Victor 13-Mar-2013 12:37


If you are using Mac, or others systems that store information about the directory layout and etc, the function:



   function empty_dir($dir) {

        if (($files = @scandir($dir)) && count($files) <= 3)

            return true;

        else

            return false;

    }



Must have the count($files) comparing with the number of hidden files!



For example, I'm using Mac and the empty directory shows me three files: ".", ".." and ".DS_Store", so if I am planning to put the website online on my Mac, I've to count in the ".DS_Store" file!

digitalaudiorock at gmail dot com 09-Jun-2010 09:48


Just a note for anyone who encounters is_dir() returning false on CIFS mount points or directories within those mount points on 2.6.31 and newer kernels: Apparently in new kernels they've started using the CIFS serverino option by default.  With Windows shares this causes huge inode numbers and which apparently can cause is_dir() to return false.  Adding the noserverino option to the CIFS mount will prevent this.  This may only occur on 32 systems but I don't have a 64 bit install to test against.

vstoykov at consultant dot bg 23-Apr-2009 12:43


When trying (no 'pear') to enumerate mounted drives on a win32  platform (Win XP SP3, Apache/2.2.11, PHP/5.2.9), I used:



<?php

function echo_win_drives() {



  for($c='A'; $c<='Z'; $c++) 

    if(is_dir($c . ':'))

      echo $c . ': '; 

}

?>



which yielded:

A: C: D: E: F: G: H: I:

alanguir at detroitchamber dot com 28-Jan-2009 06:02


When I run a scandir I always run a simple filter to account for file system artifacts (especially from a simple ftp folder drop) and the "." ".." that shows up in every directory: 



<?php

    if (is_dir($folder){

        $contents = scandir($folder);

        $bad = array(".", "..", ".DS_Store", "_notes", "Thumbs.db");

        $files = array_diff($contents, $bad);

    }

?>

Btx 26-Sep-2008 12:03


<?php


public static function isEmptyDir($dir){


     return (($files = @scandir($dir)) && count($files) <= 2);


}


?>





better ;)

jasoneisen at gee mail 29-Aug-2008 05:53


An even better (PHP 5 only) alternative to "Davy Defaud's function": 



<?php

function is_empty_dir($dir)

{

    if (($files = @scandir($dir)) && count($files) <= 2) {

        return true;

    }

    return false;

}

?>



NOTE: you should obviously be checking beforehand if $dir is actually a directory, and that it is readable, as only relying on this you would assume that in both cases you have a non-empty readable directory.
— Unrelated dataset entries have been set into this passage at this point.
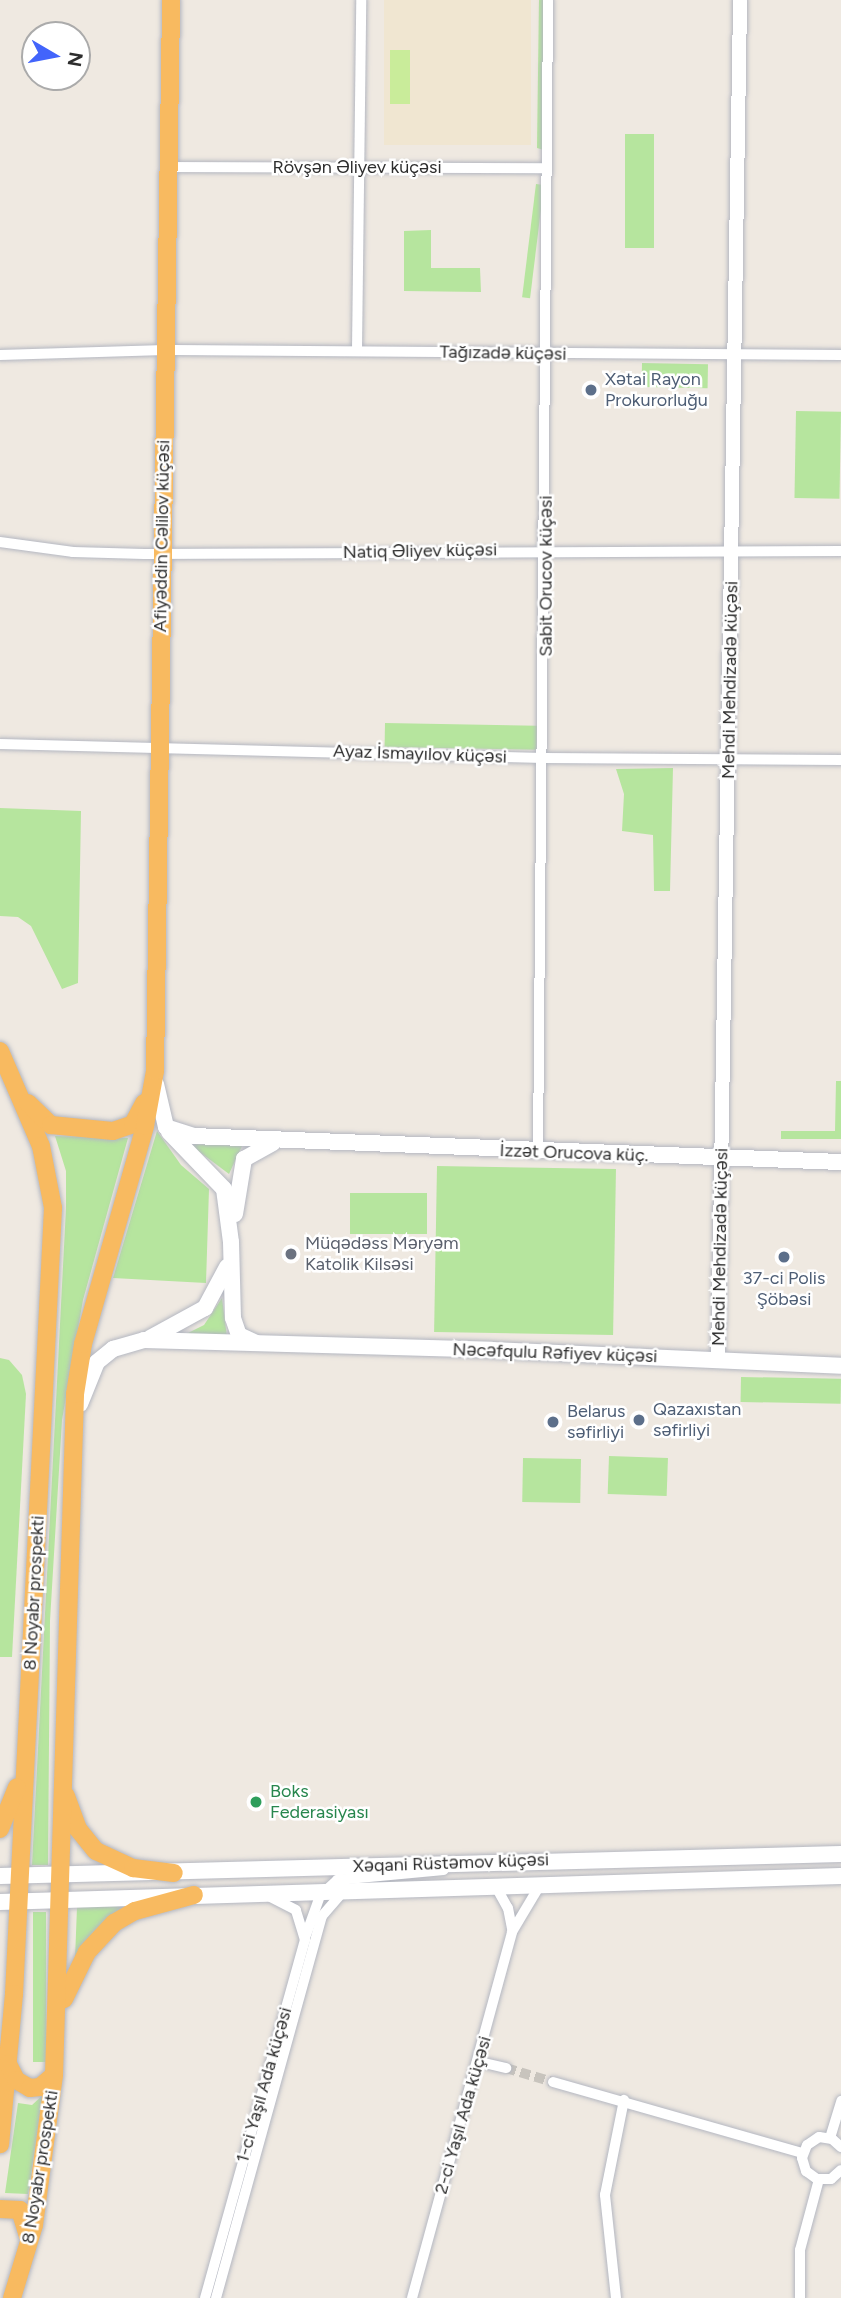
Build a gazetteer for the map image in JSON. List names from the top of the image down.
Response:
{
  "streets": {
    "highway": ["Afiyəddin Cəlilov küçəsi", "8 Noyabr prospekti"],
    "main road": ["İzzət Orucova küç.", "Nəcəfqulu Rəfiyev küçəsi", "Xəqani Rüstəmov küçəsi"],
    "street": [
      "Rövşən Əliyev küçəsi",
      "Tağızadə küçəsi",
      "Natiq Əliyev küçəsi",
      "Sabit Orucov küçəsi",
      "Mehdi Mehdizadə küçəsi",
      "Ayaz İsmayılov küçəsi",
      "1-ci Yaşıl Ada küçəsi",
      "2-ci Yaşıl Ada küçəsi"
    ]
  },
  "crossings": [
    ["Rövşən Əliyev küçəsi", "Afiyəddin Cəlilov küçəsi"],
    ["Rövşən Əliyev küçəsi", "Sabit Orucov küçəsi"],
    ["Tağızadə küçəsi", "Afiyəddin Cəlilov küçəsi"],
    ["Tağızadə küçəsi", "Sabit Orucov küçəsi"],
    ["Tağızadə küçəsi", "Mehdi Mehdizadə küçəsi"],
    ["Afiyəddin Cəlilov küçəsi", "Natiq Əliyev küçəsi"],
    ["Afiyəddin Cəlilov küçəsi", "Ayaz İsmayılov küçəsi"],
    ["Afiyəddin Cəlilov küçəsi", "8 Noyabr prospekti"],
    ["Natiq Əliyev küçəsi", "Sabit Orucov küçəsi"],
    ["Natiq Əliyev küçəsi", "Mehdi Mehdizadə küçəsi"],
    ["Sabit Orucov küçəsi", "Ayaz İsmayılov küçəsi"],
    ["Sabit Orucov küçəsi", "İzzət Orucova küç."],
    ["Mehdi Mehdizadə küçəsi", "Ayaz İsmayılov küçəsi"],
    ["Mehdi Mehdizadə küçəsi", "İzzət Orucova küç."],
    ["Mehdi Mehdizadə küçəsi", "Nəcəfqulu Rəfiyev küçəsi"],
    ["8 Noyabr prospekti", "Xəqani Rüstəmov küçəsi"]
  ],
  "places": [
    "Xətai Rayon Prokurorluğu",
    "Müqədəss Məryəm Katolik Kilsəsi",
    "37-ci Polis Şöbəsi",
    "Qazaxıstan səfirliyi",
    "Belarus səfirliyi",
    "Boks Federasiyası"
  ],
  "north": "right"
}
Anonymous 18-Dec-2007 08:51


One note regarding checking for empty directories :

>>echo (count(glob("$dir/*")) === 0) ? 'Empty' : 'Not empty';

This does not work correctly on Linux.

The '.' and '..' will always be returned even if no files are present in the directory.

danr at cvisual dot com dot com 18-Jul-2007 11:54


Running PHP 5.2.0 on Apache Windows, I had a problem (likely the same one as described by others) where is_dir returned a False for directories with certain permissions even though they were accessible.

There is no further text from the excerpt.